| Task prompt |
An exact reproduction is needed of every line from the beginning of the data down to and including the line that contains "2px #89898b) drop-shadow(0", minus the pictures.

━━ Provided records

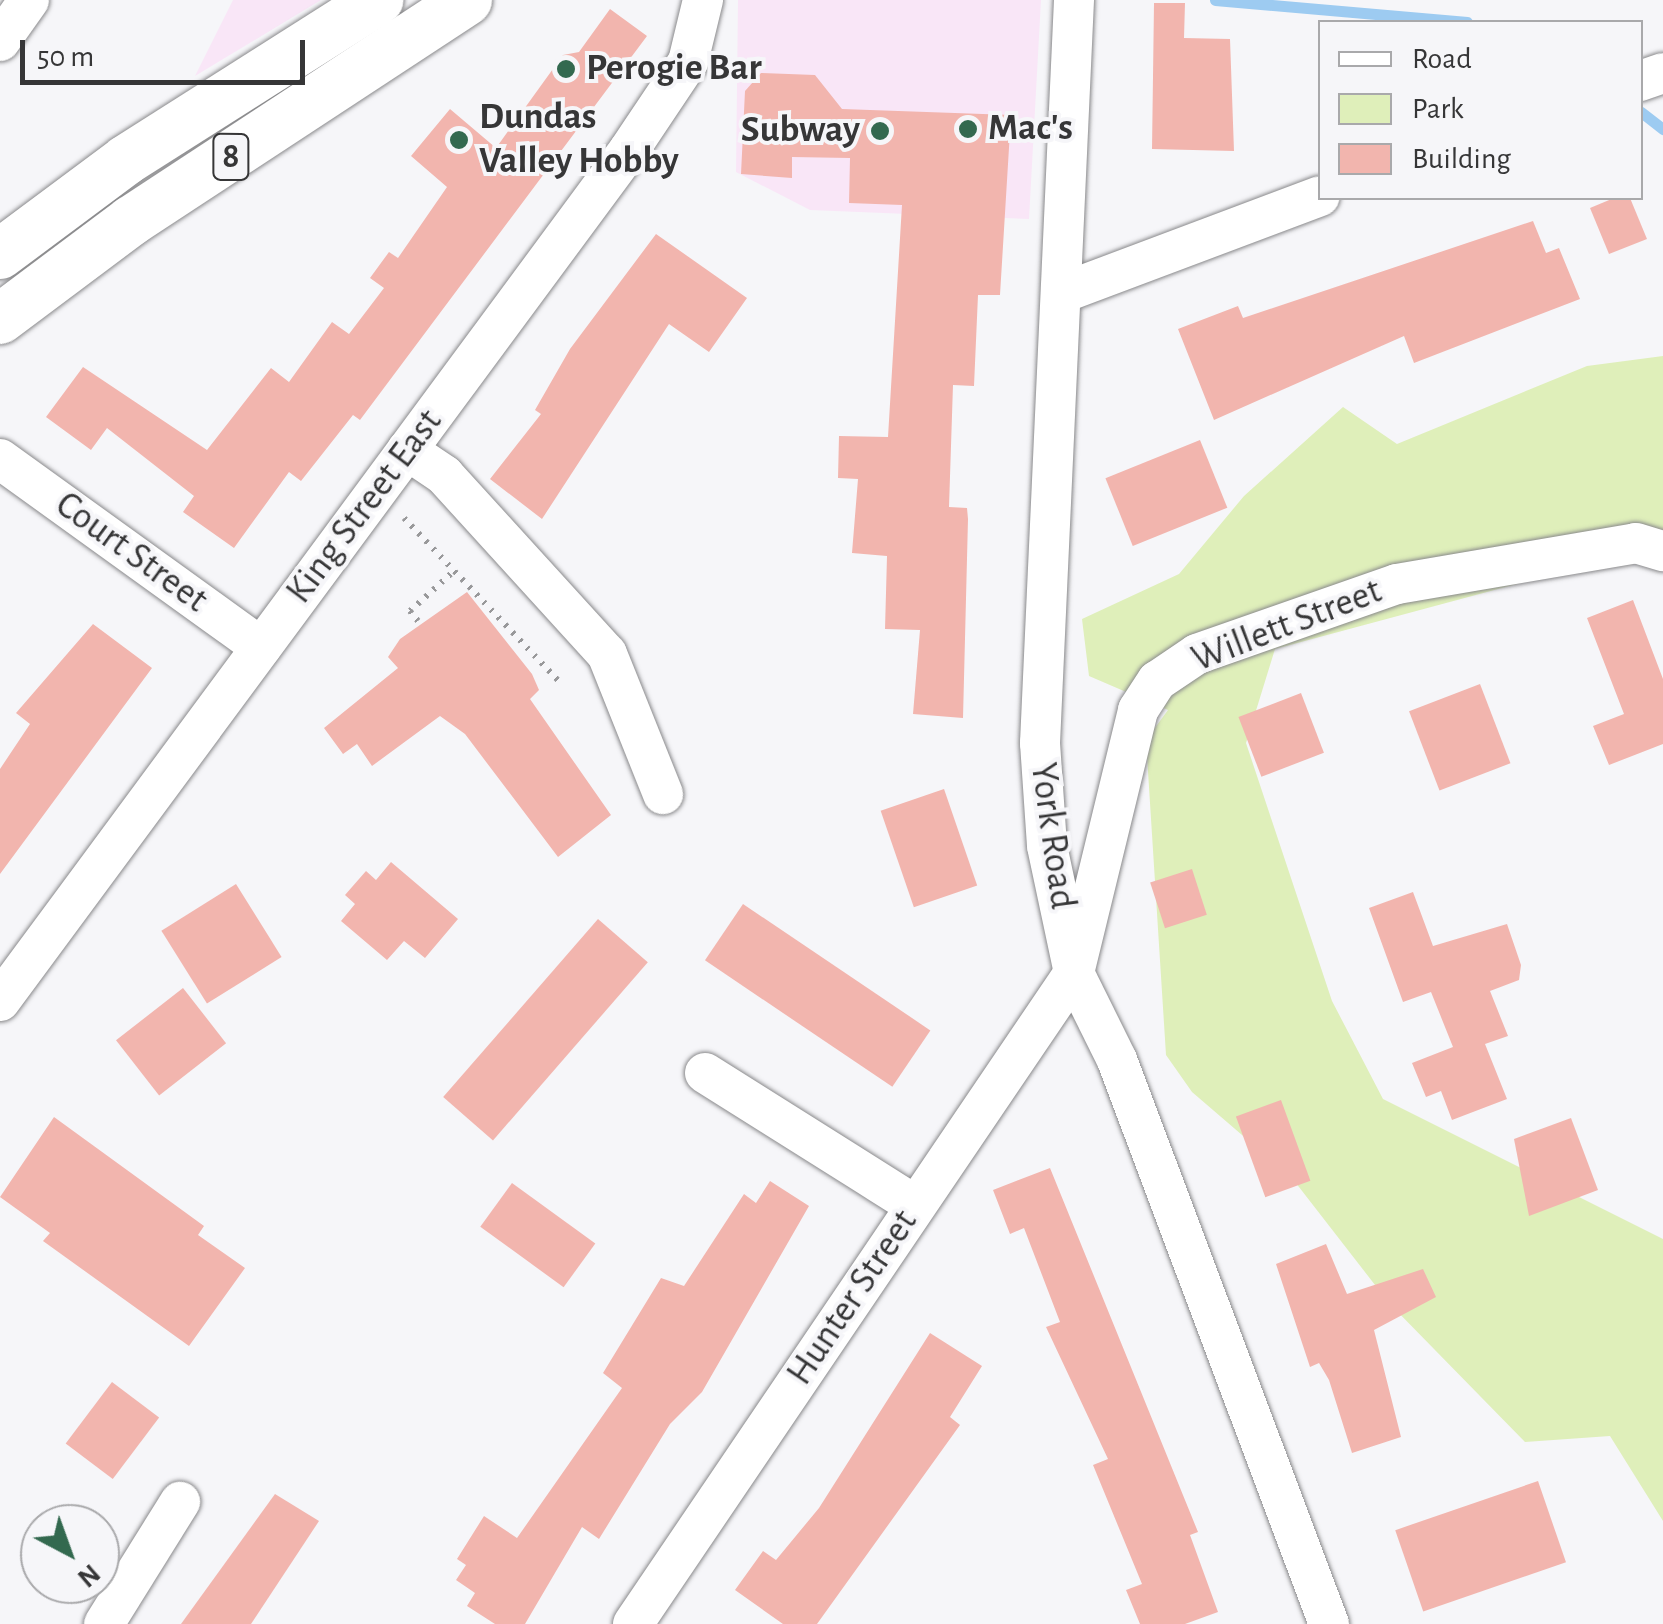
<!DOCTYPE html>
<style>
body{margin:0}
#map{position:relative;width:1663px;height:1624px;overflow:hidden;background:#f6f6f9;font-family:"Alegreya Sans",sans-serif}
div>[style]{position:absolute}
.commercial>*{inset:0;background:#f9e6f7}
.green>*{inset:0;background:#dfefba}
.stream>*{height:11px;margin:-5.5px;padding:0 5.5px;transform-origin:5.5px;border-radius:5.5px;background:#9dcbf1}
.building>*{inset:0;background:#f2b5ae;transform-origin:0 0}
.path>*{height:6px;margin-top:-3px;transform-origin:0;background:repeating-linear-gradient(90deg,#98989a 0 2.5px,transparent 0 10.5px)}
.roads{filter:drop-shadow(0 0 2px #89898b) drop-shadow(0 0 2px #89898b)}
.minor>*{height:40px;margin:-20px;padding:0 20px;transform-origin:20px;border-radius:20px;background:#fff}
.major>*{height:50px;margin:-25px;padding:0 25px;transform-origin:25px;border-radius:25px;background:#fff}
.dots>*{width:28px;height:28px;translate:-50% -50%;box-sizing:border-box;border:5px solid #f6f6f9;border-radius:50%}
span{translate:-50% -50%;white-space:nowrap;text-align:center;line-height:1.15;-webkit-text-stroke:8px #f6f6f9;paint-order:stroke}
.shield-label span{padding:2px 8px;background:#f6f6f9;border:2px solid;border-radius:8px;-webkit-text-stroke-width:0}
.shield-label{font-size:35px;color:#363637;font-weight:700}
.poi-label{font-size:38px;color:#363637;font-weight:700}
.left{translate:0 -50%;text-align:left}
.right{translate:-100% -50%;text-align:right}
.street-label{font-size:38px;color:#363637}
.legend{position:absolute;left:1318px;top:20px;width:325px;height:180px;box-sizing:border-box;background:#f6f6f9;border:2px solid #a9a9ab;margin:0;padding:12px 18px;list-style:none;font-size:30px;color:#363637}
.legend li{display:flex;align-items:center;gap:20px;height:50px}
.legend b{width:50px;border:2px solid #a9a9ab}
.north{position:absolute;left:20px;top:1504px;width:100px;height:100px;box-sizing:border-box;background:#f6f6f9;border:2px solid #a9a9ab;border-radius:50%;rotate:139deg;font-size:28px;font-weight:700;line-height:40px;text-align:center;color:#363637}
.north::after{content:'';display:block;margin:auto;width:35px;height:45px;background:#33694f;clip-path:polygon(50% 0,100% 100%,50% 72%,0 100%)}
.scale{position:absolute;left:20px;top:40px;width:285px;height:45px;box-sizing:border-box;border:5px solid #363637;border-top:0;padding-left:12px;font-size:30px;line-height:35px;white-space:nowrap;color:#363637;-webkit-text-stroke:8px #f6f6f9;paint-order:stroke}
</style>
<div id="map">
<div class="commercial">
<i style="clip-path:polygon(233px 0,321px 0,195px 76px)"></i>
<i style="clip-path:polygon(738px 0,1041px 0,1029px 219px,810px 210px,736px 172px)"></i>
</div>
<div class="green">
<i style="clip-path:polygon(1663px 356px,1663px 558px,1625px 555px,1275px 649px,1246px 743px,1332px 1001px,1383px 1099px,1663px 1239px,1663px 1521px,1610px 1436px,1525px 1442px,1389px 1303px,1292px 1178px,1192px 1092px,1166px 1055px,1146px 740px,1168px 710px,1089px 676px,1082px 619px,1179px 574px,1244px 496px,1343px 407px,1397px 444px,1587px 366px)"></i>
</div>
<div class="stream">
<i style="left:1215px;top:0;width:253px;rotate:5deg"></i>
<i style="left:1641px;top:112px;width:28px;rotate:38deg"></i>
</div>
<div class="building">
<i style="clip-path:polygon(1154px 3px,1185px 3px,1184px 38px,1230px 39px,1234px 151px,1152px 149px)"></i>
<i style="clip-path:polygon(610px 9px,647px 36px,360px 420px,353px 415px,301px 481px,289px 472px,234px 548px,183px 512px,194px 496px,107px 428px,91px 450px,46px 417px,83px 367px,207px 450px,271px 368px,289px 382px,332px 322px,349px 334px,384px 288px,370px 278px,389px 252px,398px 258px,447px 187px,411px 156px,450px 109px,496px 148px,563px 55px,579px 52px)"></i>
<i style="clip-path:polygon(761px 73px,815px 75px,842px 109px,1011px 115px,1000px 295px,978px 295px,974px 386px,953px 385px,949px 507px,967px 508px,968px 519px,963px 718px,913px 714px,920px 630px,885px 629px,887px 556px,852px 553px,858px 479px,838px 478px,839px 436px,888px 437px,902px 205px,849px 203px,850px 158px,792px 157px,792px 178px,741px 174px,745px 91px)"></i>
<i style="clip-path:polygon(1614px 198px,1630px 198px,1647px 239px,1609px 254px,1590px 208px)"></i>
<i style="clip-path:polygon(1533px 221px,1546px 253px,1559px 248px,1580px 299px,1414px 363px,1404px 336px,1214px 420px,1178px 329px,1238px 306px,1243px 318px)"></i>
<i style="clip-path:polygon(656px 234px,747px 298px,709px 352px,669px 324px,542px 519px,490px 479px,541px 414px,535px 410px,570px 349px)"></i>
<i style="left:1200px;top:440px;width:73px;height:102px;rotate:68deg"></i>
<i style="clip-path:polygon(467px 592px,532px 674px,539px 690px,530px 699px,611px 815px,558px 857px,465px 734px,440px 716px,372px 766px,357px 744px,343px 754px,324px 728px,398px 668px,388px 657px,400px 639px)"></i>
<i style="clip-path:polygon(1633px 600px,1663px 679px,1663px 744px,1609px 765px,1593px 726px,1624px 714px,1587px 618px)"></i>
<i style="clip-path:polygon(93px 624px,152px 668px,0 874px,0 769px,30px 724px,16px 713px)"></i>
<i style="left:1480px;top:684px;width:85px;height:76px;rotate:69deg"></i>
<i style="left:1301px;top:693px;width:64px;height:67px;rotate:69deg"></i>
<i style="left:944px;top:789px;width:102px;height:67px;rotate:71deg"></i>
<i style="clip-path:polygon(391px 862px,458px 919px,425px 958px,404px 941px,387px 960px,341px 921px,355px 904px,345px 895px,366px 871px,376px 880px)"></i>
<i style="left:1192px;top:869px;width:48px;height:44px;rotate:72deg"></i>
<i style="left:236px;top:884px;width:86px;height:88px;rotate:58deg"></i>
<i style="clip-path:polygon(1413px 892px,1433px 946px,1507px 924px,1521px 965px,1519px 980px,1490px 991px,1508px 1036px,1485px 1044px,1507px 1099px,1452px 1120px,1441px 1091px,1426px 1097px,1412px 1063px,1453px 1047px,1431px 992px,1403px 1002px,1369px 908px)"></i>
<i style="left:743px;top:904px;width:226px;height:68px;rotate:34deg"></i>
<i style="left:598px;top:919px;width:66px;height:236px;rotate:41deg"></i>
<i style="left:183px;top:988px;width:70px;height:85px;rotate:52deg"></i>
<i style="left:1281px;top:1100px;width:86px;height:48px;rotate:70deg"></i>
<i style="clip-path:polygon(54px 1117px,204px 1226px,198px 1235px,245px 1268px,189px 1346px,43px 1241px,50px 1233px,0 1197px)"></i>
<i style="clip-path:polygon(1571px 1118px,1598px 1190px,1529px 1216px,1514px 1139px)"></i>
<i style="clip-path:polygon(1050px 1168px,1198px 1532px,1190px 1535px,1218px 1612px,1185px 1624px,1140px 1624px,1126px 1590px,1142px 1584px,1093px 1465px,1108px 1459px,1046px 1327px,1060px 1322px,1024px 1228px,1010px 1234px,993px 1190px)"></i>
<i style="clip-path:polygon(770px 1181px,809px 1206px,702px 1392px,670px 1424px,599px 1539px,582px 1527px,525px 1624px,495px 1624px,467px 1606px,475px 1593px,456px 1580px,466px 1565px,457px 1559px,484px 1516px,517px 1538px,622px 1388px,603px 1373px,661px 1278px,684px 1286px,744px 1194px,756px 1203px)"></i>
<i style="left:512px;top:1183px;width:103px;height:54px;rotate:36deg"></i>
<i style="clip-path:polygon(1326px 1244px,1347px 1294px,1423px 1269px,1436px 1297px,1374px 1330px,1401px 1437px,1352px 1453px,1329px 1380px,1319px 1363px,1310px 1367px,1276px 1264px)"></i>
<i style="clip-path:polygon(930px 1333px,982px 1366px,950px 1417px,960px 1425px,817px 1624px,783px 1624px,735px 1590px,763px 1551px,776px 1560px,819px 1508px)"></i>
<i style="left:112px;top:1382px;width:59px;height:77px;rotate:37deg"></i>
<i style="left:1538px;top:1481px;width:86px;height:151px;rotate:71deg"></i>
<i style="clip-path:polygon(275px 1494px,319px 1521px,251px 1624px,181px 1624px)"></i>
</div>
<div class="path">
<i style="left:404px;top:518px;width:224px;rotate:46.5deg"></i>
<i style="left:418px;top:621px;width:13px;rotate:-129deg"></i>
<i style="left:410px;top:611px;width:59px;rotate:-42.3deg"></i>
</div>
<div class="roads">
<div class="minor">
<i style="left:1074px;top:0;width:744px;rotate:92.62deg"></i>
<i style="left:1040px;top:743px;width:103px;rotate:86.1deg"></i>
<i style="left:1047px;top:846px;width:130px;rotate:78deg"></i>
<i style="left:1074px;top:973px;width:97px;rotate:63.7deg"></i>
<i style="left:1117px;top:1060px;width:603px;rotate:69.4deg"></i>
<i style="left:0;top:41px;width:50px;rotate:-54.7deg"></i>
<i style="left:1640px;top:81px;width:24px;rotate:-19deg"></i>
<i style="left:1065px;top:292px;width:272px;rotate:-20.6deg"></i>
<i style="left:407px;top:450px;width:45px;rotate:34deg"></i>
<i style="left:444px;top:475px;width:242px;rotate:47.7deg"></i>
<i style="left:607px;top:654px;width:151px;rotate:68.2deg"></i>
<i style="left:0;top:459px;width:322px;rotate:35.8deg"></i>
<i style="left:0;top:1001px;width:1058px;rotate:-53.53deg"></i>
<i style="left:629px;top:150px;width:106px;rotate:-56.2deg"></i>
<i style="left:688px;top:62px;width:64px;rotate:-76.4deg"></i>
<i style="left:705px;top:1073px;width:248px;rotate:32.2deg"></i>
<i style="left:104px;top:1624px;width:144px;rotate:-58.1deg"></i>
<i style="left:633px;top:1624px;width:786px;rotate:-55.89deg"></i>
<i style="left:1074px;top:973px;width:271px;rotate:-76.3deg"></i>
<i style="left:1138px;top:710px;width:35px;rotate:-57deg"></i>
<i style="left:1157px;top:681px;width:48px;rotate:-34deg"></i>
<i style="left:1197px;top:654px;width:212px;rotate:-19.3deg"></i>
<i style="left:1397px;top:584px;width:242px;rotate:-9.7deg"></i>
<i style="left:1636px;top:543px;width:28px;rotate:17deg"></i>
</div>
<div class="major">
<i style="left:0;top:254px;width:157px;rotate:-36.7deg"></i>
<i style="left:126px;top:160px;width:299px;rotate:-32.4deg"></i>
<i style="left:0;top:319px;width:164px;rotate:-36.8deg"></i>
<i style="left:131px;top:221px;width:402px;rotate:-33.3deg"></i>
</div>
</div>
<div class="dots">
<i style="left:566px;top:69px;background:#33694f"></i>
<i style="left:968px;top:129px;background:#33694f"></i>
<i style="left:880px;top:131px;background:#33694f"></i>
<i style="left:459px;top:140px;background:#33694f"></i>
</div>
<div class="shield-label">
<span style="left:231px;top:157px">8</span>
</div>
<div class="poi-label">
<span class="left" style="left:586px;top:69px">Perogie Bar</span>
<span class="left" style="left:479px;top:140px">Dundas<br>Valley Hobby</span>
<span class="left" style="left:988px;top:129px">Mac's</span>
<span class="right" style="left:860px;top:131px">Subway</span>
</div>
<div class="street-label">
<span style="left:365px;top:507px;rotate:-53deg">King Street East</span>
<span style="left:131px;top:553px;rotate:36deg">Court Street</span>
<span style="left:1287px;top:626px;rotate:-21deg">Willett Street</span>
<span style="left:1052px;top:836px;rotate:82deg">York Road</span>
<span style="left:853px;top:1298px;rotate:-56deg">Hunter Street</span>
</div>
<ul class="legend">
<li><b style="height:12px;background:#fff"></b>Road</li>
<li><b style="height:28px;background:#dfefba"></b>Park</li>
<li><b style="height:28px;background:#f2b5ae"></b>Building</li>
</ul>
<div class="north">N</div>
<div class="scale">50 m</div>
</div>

━━━━

| Written response |
<!DOCTYPE html>
<style>
body{margin:0}
#map{position:relative;width:1663px;height:1624px;overflow:hidden;background:#f6f6f9;font-family:"Alegreya Sans",sans-serif}
div>[style]{position:absolute}
.commercial>*{inset:0;background:#f9e6f7}
.green>*{inset:0;background:#dfefba}
.stream>*{height:11px;margin:-5.5px;padding:0 5.5px;transform-origin:5.5px;border-radius:5.5px;background:#9dcbf1}
.building>*{inset:0;background:#f2b5ae;transform-origin:0 0}
.path>*{height:6px;margin-top:-3px;transform-origin:0;background:repeating-linear-gradient(90deg,#98989a 0 2.5px,transparent 0 10.5px)}
.roads{filter:drop-shadow(0 0 2px #89898b) drop-shadow(0 0 2px #89898b)}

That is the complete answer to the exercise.